> WORK REQUEST
With images excluded, write out each entry below exactly as given.

> SUPPLIED ENTRIES
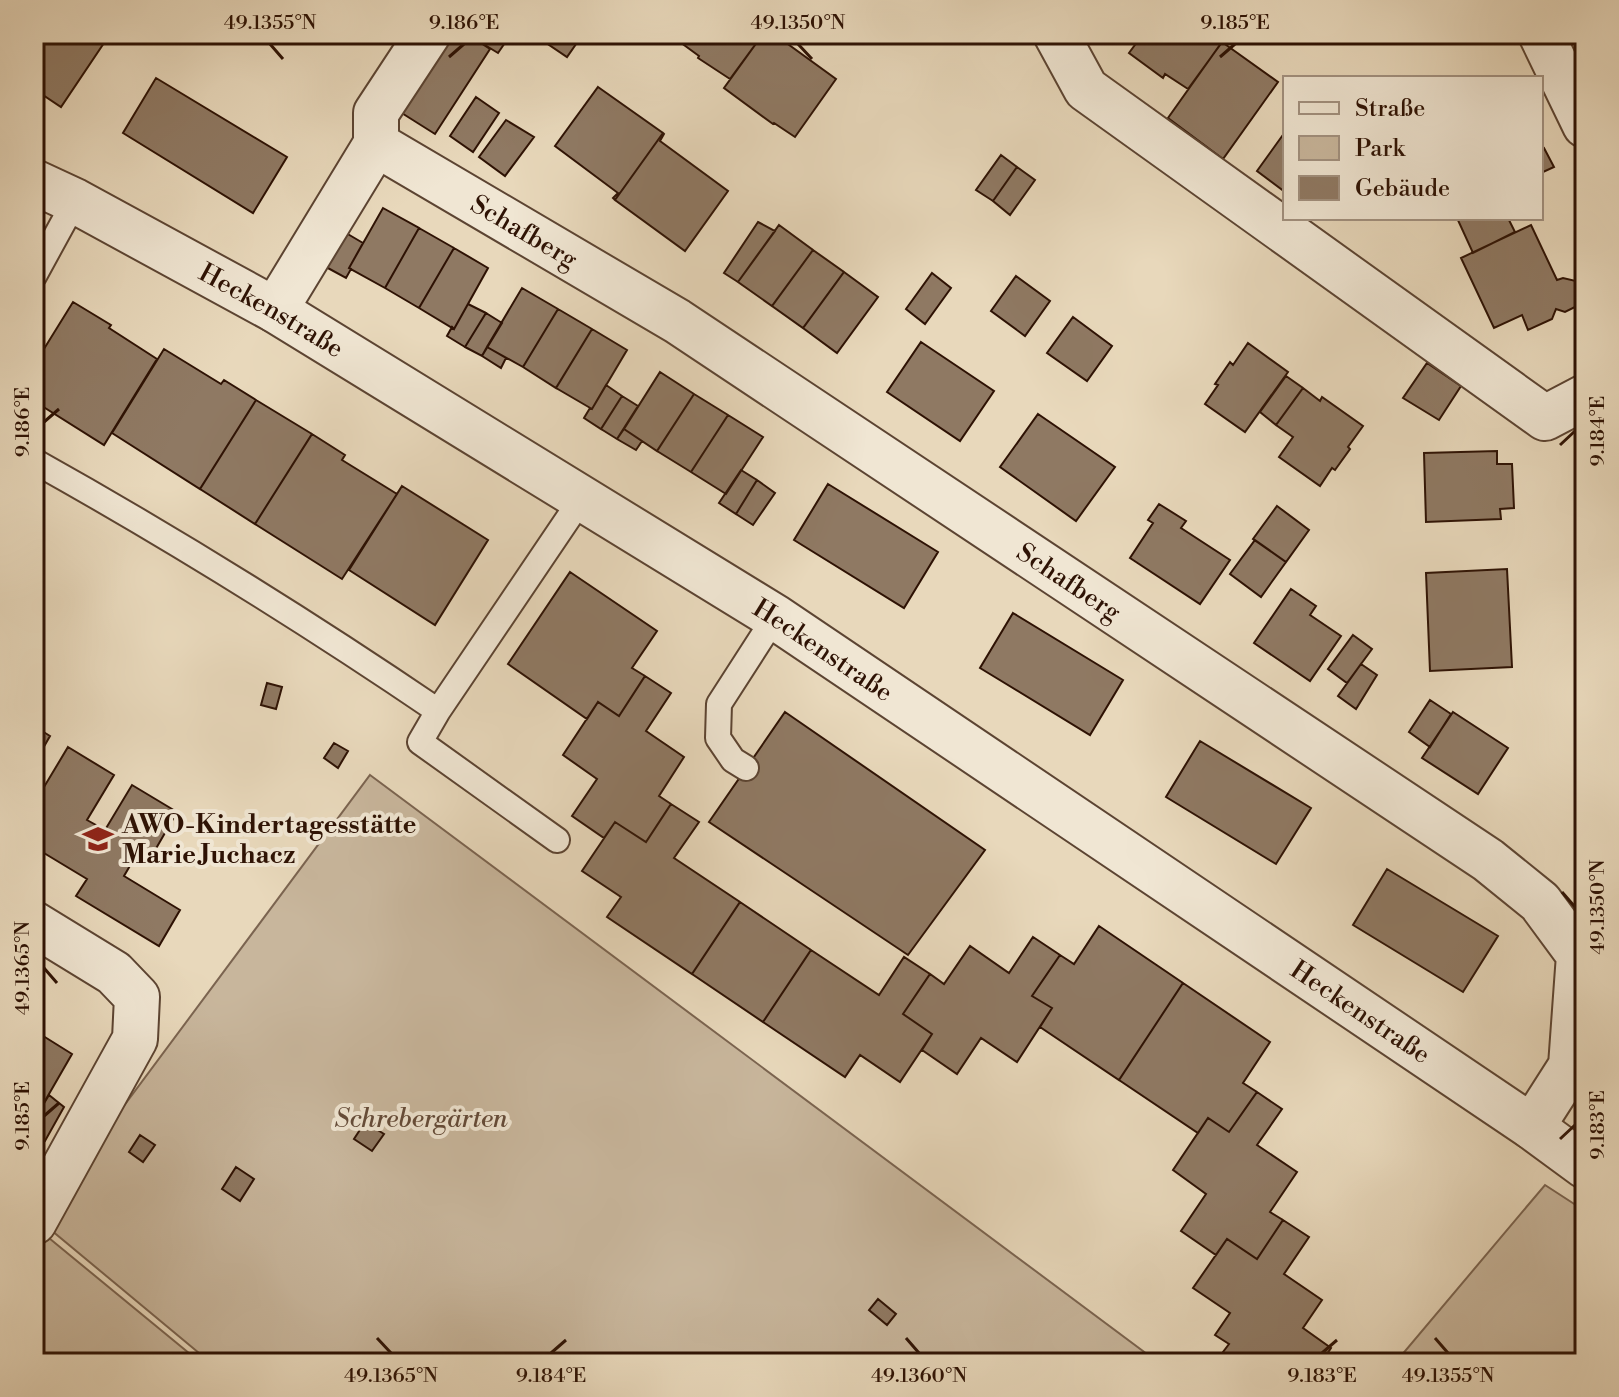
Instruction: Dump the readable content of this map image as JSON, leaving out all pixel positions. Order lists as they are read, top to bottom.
{
  "streets": {
    "street": ["Schafberg", "Heckenstraße"]
  },
  "crossings": [
    ["Schafberg", "Heckenstraße"]
  ],
  "parks": ["Schrebergärten"],
  "places": {
    "school or university": ["AWO-Kindertagesstätte Marie Juchacz"]
  },
  "legend": ["Straße", "Park", "Gebäude"],
  "coordinates": [
    "49.1355°N",
    "9.186°E",
    "49.1350°N",
    "9.185°E",
    "9.184°E",
    "49.1365°N",
    "9.183°E",
    "49.1360°N"
  ]
}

> SOLUTION BELOW
Instruction: Dump the readable content of this map image as JSON, leaving out all pixel positions. Order lists as they are read, top to bottom.
{
  "streets": {
    "street": ["Schafberg", "Heckenstraße"]
  },
  "crossings": [
    ["Schafberg", "Heckenstraße"]
  ],
  "parks": ["Schrebergärten"],
  "places": {
    "school or university": ["AWO-Kindertagesstätte Marie Juchacz"]
  },
  "legend": ["Straße", "Park", "Gebäude"],
  "coordinates": [
    "49.1355°N",
    "9.186°E",
    "49.1350°N",
    "9.185°E",
    "9.184°E",
    "49.1365°N",
    "9.183°E",
    "49.1360°N"
  ]
}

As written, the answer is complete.